What to produce:
In the records below, find the line that contains "Input: one rendered", then write out that line and each one after it exactly, up to and including the last.

Dataset extract:

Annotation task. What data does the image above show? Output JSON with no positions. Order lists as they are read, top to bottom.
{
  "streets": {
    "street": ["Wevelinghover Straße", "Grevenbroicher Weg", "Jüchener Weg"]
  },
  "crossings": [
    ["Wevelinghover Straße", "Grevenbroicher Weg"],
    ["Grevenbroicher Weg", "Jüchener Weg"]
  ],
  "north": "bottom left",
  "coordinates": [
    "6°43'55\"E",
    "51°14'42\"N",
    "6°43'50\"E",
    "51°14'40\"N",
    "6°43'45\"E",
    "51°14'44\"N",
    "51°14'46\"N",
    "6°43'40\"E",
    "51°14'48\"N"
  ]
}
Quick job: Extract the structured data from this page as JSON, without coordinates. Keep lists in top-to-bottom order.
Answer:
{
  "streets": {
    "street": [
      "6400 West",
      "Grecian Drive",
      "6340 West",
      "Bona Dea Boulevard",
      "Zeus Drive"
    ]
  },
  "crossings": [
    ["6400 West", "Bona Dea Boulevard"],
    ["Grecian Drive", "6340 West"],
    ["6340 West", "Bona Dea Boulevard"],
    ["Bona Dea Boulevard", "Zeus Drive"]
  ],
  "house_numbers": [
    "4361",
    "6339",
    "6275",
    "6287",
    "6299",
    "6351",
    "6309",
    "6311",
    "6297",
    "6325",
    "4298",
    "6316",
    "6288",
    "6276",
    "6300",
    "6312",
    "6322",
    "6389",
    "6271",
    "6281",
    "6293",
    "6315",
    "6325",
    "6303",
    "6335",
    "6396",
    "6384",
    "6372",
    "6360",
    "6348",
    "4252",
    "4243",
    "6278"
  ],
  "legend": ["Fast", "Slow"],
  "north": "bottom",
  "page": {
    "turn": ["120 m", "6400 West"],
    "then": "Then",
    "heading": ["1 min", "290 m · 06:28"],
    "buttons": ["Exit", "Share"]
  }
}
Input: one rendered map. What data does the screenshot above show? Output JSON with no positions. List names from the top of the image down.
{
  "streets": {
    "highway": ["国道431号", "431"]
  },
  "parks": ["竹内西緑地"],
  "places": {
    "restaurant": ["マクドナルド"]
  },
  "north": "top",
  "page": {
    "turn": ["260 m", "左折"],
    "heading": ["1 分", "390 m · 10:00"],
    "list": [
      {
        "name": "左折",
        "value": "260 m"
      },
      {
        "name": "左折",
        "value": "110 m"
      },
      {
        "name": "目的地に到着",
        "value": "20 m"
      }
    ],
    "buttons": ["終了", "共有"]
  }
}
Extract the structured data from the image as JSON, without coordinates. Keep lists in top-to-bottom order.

Solved problem:
Input: one rendered map. What data does the screenshot above show? Output JSON with no positions. List names from the top of the image down.
{
  "streets": {
    "highway": ["国道431号", "431"]
  },
  "parks": ["竹内西緑地"],
  "places": {
    "restaurant": ["マクドナルド"]
  },
  "north": "top",
  "page": {
    "turn": ["260 m", "左折"],
    "heading": ["1 分", "390 m · 10:00"],
    "list": [
      {
        "name": "左折",
        "value": "260 m"
      },
      {
        "name": "左折",
        "value": "110 m"
      },
      {
        "name": "目的地に到着",
        "value": "20 m"
      }
    ],
    "buttons": ["終了", "共有"]
  }
}
Extract the structured data from the image as JSON, without coordinates. Keep lists in top-to-bottom order.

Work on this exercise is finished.